AIM OF THE EXERCISE: With the entries below as the source, tally the lines that contain the string "limit" and give the number only.

INFORMATION GIVEN:

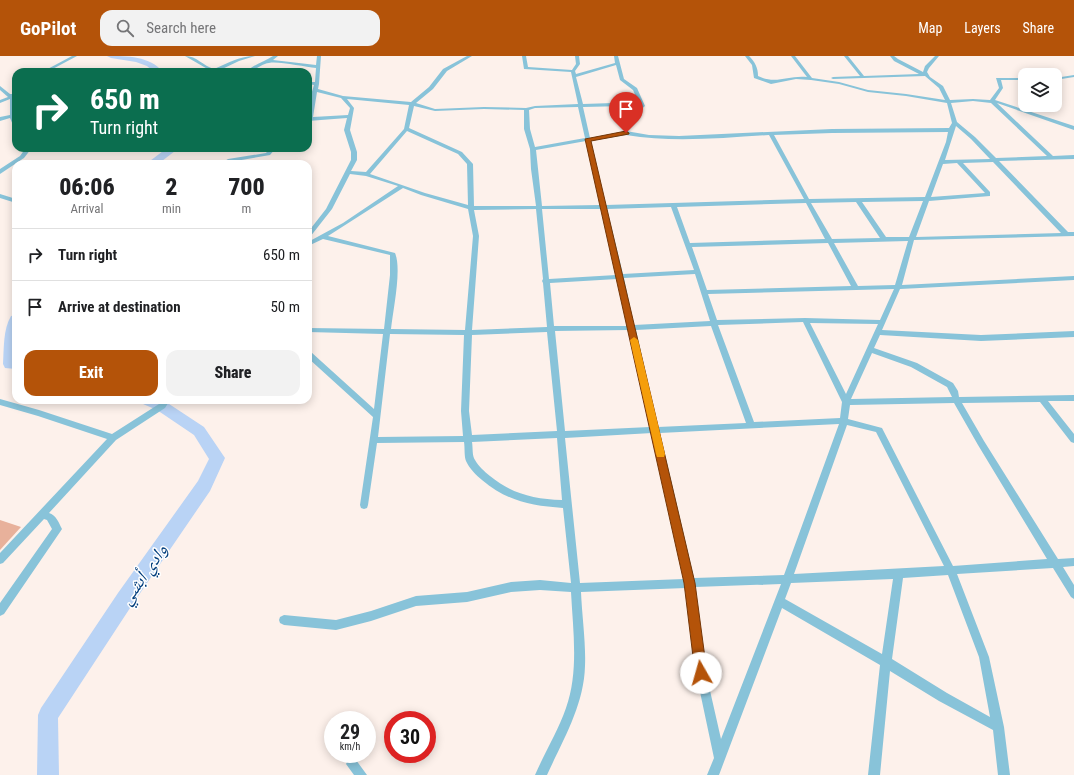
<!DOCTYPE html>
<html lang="en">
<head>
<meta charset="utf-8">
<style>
	body { margin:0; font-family:"Roboto Condensed","Noto Naskh Arabic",sans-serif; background:#f2f2f2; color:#202124; height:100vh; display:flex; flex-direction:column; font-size:15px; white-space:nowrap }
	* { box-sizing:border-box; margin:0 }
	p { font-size:13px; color:#757577 }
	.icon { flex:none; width:22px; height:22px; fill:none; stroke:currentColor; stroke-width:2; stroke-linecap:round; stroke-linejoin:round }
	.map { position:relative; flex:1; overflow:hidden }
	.side { position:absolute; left:12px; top:104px; width:300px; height:244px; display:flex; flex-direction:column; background:#fff; border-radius:12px; box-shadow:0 2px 10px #0003 }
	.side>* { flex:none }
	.banner { position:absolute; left:12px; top:12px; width:300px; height:84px; border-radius:12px; box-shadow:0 2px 10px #0003; background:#0b6e4f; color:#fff; overflow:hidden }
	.fabs { position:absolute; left:1018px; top:12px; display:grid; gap:8px }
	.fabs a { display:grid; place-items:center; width:44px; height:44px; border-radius:8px; background:#fff; box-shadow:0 2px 10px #0003; font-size:20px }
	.speed { position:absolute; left:324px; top:655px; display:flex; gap:8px; font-size:20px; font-weight:700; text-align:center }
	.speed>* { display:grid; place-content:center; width:52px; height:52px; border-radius:50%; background:#fff; box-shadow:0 2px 10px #0003; line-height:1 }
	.speed small { font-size:10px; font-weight:400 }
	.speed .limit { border:6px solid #d22; background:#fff; color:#111 }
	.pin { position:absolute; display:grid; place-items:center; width:34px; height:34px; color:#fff; margin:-41px -17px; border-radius:50% 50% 50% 0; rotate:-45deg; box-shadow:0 0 4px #0007 }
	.pin .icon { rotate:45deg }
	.me { position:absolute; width:44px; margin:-22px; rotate:353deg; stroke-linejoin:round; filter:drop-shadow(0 0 3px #0008) }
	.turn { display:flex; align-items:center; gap:14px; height:84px; padding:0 12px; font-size:18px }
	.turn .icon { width:52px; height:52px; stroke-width:2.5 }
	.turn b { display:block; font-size:28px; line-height:34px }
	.eta { display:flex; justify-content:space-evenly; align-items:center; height:68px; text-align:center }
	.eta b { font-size:24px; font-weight:800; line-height:28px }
	.primary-button { display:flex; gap:8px; margin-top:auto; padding:8px 12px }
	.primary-button a { flex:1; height:46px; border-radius:12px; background:#b45309; color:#fff; font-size:16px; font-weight:800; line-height:46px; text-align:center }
	.primary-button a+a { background:#f2f2f2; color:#202124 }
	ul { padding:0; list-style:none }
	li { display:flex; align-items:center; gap:12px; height:52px; padding:0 12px; border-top:1px solid #e0e0e0 }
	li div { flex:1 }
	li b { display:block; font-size:15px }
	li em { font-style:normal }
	header { display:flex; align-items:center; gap:24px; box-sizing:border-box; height:56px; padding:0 20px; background:#b45309; color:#fff }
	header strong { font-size:19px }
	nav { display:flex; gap:22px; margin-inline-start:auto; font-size:14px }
	.search { width:280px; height:36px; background:#f2f2f2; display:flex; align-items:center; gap:10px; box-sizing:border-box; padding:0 14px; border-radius:12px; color:#757577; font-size:15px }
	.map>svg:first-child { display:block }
</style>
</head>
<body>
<header>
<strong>GoPilot</strong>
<div class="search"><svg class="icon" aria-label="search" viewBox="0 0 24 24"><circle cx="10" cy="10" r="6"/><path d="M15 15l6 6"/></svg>Search here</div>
<nav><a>Map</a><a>Layers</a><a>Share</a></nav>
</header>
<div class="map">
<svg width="1074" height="719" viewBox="0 0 1074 719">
	<rect width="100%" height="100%" fill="#fdf1eb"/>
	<path fill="#e8b19b" d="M 0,464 L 21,471 L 0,494 Z"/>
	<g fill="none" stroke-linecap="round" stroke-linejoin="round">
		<path fill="#b9d3f5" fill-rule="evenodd" d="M 107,0 C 127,0 150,0 163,16 L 154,16 L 147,10 L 136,6 L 111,2 Z
			M 167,92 L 179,92 L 158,108 L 146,108 Z
			M 16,259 L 16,313 L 5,312 L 3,308 C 4,293 3,273 11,260 Z
			M 141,344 L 163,344 L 204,371 L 225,402 L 210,435 L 132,549 L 58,662 L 59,719 L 37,719 L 38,659 L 41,652 L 118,537 L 198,425 L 209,403 L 194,379 L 157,354 L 143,348 Z"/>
		<path fill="#88c3d9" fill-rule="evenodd" d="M 72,0 L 77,0 L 47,16 L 42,16 Z
			M 185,0 C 197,0 203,10 214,13 C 228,7 240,0 255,0 L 239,5 L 218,15 L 220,16 L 210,16 L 211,15 Z
			M 273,0 L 278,0 L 273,4 L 316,9 L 317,0 L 321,0 L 319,28 L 318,33 L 343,40 L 411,46 L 429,31 L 443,13 L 467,0 L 472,0 L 447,15 L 433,33 L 416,47 L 435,53 L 484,51 L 526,52 L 535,50 L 578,48 L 571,16 L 524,13 L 522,0 L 526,0 L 528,11 L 572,14 L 576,8 L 575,0 L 579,0 L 580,8 L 575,15 L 576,18 L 615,7 L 614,0 L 618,0 L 624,23 L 637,32 L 645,50 L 638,56 L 626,50 L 583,51 L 590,82 L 626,75 L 649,79 L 679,80 L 832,73 L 949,72 L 952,67 L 947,47 L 906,40 L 868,36 L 839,28 L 811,24 L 796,23 L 771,28 L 754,22 L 752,9 L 745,0 L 749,0 C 755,6 758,12 758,20 C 776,29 788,19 807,21 L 791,0 L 795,0 L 812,22 L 839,26 L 868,34 L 906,38 L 945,44 L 939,32 L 925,20 L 833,23 L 831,22 L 833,21 L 860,20 L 844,0 L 848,0 L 864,20 L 919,18 L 894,5 L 890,0 L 894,0 L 898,3 L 923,16 L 925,10 L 935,0 L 939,0 L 929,12 L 927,16 L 930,21 L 943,30 L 950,44 L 973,43 L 990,44 L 999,32 L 996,22 L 1025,22 L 1025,24 L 1001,24 L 1003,32 L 995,44 L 1074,70 L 1074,74 L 997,47 L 1053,100 L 1074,99 L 1074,103 L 999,105 L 1068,176 L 1074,176 L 1074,180 L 914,184 L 902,229 L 1074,220 L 1074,224 L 900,233 L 882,274 L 981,279 L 1074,275 L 1074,281 L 981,285 L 880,279 L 874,292 L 917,307 L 953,327 L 958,335 L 959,341 L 1074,339 L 1074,345 L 1048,345 L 1074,378 L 1074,387 L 1071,386 L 1040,346 L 962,347 L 984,385 L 1058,503 L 1074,502 L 1074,510 L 1063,511 L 1074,529 L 1074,543 L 1071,541 L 1053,512 L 957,518 L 989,601 L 1004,671 L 1010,719 L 998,719 L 993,674 L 939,645 L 890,615 L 880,719 L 868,719 L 880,609 L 782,552 L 719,719 L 707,719 L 714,702 L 696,617 L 686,532 L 581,536 C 582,560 586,587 585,610 C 584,649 563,684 547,719 L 535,719 C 545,696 558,675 566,652 C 579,615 573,575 571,536 L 540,534 L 511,536 L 467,546 L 416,550 L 371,565 L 336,574 L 284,569 L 280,567 L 279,564 L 280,561 L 284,559 L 336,564 L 371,555 L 416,540 L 467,536 L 511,526 L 540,524 L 571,527 L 563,452 C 531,450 507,445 482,424 C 476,419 469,412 466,405 C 464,400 465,392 464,386 L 377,387 L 368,449 L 367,452 L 364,453 L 361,452 L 360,449 L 373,361 L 308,302 L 308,295 L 311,296 L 374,353 L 383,278 L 308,276 L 308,272 L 384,273 L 390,219 L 390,199 L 323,183 L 308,190 L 308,186 L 343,167 L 398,130 L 366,120 L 350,118 L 332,153 L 310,181 L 308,182 L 308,176 L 326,153 L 351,104 L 351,96 L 344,74 L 347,62 L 308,65 L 311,39 L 314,29 L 308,28 L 308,26 L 315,26 L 316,12 C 305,11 278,5 269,7 C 260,8 254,16 246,16 C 254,8 264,6 273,0 ZM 616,9 L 620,24 L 633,34 L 640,50 L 637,53 L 627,48 L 613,47 L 583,48 L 576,21 ZM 317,36 L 341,42 L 350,52 L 348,59 L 313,61 ZM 347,43 L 409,49 L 404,73 L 366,116 L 351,115 L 357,104 L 357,96 L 350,74 L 354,52 ZM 973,45 L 991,47 L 1047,100 L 996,102 L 975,81 L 957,66 L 951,47 ZM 414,50 L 435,55 L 484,53 L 524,54 L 524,73 L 530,93 L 531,113 L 536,150 L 474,150 L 473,108 L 462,96 L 409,72 ZM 578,51 L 585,82 L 535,91 L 530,73 L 529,54 L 535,52 ZM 956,70 L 971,83 L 990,103 L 945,104 ZM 407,75 L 458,98 L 467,108 L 468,149 L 425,137 L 370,118 ZM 948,76 L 946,86 L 925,141 L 809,143 L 774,79 L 832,77 ZM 626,79 C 673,87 721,82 769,79 L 804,143 L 606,149 L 591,85 ZM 586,85 L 600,149 L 542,150 L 536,94 ZM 993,106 L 1061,177 L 916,181 L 929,145 L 990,140 L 990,136 L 963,107 ZM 957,107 L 985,137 L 931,141 L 943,108 ZM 403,132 L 421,139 L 468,153 L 473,180 L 465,274 L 391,273 C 393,254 402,213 395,197 L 328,180 ZM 923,145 L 909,181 L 886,181 L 862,146 ZM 856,146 L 880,182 L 832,183 L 811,147 ZM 806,147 L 825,183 L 690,187 L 677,151 ZM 671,151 L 694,214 L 623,218 L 607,153 ZM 536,153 L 543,223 L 542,225 L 543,227 L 547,271 L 472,274 L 479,180 L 474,154 ZM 542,153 L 601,153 L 616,219 L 549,223 ZM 908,185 L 895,229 L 858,230 L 834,187 ZM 828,187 L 851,230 L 707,234 L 692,191 ZM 695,218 L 710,265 L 634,269 L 624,222 ZM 617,223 L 627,270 L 554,270 L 550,227 ZM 894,233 L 880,264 L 805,262 L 717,264 L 708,238 ZM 803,266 L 842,346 L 840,362 L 754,366 L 718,269 ZM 810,267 L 878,268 L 846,338 ZM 711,270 L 746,367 L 658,371 L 636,274 ZM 629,274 L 650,371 L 565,375 L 555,275 ZM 547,276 L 557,375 L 472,379 L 469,355 L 472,279 ZM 390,278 L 464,279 L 461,355 L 463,380 L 378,381 ZM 872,297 L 911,311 L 947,331 L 952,341 L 851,343 ZM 954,347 L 978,389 L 1047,503 L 953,510 L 882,372 L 848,363 L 850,349 ZM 839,368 L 784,519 L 694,522 L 660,377 ZM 847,369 L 876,376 L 944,510 L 794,518 ZM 652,377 L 684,523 L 580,527 L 565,382 ZM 557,382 L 562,444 C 534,443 512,438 490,420 C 484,415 479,411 475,404 C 472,400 473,392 472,386 ZM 948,519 L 979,601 L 990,661 L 947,637 L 892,603 L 903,522 ZM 893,523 L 882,598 L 785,543 L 791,527 ZM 781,528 L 721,683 L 706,617 L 695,531 Z
			M 1074,19 L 1074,21 L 1055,24 L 1055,22 Z
			M 0,30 L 10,38 L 16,38 L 15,58 L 16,58 L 15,61 L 16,71 L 13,69 L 10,62 L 0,65 L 0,61 L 10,59 L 10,43 L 0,47 L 0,44 L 8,41 L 0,34 Z
			M 24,92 L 31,93 L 24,102 L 0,118 L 0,113 L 20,100 L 25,93 Z
			M 270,92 L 276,92 L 270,99 L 230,106 L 227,108 L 220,108 L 228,103 L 266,97 Z
			M 0,138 L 16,143 L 16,147 L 0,142 Z
			M 0,343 L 39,354 L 112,378 L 159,348 L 162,344 L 170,344 L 165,352 L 116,384 L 49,457 C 56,459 59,467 62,473 L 60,476 L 4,558 L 0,560 L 0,547 L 52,473 L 47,464 L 44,463 L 3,507 L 0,508 L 0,497 L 107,383 L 38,360 L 0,349 Z
			M 352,702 L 356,704 L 367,719 L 354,719 L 346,708 L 348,704 Z"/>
	</g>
	<path fill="#b45309" stroke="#753606" d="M 626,75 L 629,77 L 629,78 L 591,85 L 695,527 L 707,617 L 705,621 L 701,623 L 697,621 L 695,617 L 684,527 L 585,83 Z"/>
	<path fill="#f59e0b" d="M 634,281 L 638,284 L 665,398 L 664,401 L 657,401 L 656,398 L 630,284 Z"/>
	<g text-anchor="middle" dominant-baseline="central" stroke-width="3" stroke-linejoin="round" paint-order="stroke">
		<g font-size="18" font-style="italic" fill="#003d7c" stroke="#fff">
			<text transform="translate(143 518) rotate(-55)">وادي أبشي</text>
		</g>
	</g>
</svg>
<div class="fabs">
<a><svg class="icon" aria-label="layers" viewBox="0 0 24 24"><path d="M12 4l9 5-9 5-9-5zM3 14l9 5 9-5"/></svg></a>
</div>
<div class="speed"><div>29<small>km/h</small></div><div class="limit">30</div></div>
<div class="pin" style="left:626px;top:77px;background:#d93025"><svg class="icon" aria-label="arrive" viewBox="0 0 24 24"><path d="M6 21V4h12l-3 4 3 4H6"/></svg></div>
<svg class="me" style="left:701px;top:617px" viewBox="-20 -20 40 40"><circle r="19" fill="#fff"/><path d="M0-13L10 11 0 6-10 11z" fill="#b45309"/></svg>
<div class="banner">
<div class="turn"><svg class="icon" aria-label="right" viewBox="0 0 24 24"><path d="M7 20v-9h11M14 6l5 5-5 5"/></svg><div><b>650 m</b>Turn right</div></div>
</div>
<section class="side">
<div class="eta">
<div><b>06:06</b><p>Arrival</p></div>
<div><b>2</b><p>min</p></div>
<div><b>700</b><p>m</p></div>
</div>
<ul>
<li><svg class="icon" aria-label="right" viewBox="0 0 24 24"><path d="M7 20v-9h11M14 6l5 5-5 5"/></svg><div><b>Turn right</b></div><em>650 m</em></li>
<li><svg class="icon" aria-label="arrive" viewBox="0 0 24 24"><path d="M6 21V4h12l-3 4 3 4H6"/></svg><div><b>Arrive at destination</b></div><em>50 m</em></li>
</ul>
<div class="primary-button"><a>Exit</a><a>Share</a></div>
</section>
</div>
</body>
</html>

SOLUTION BELOW: 2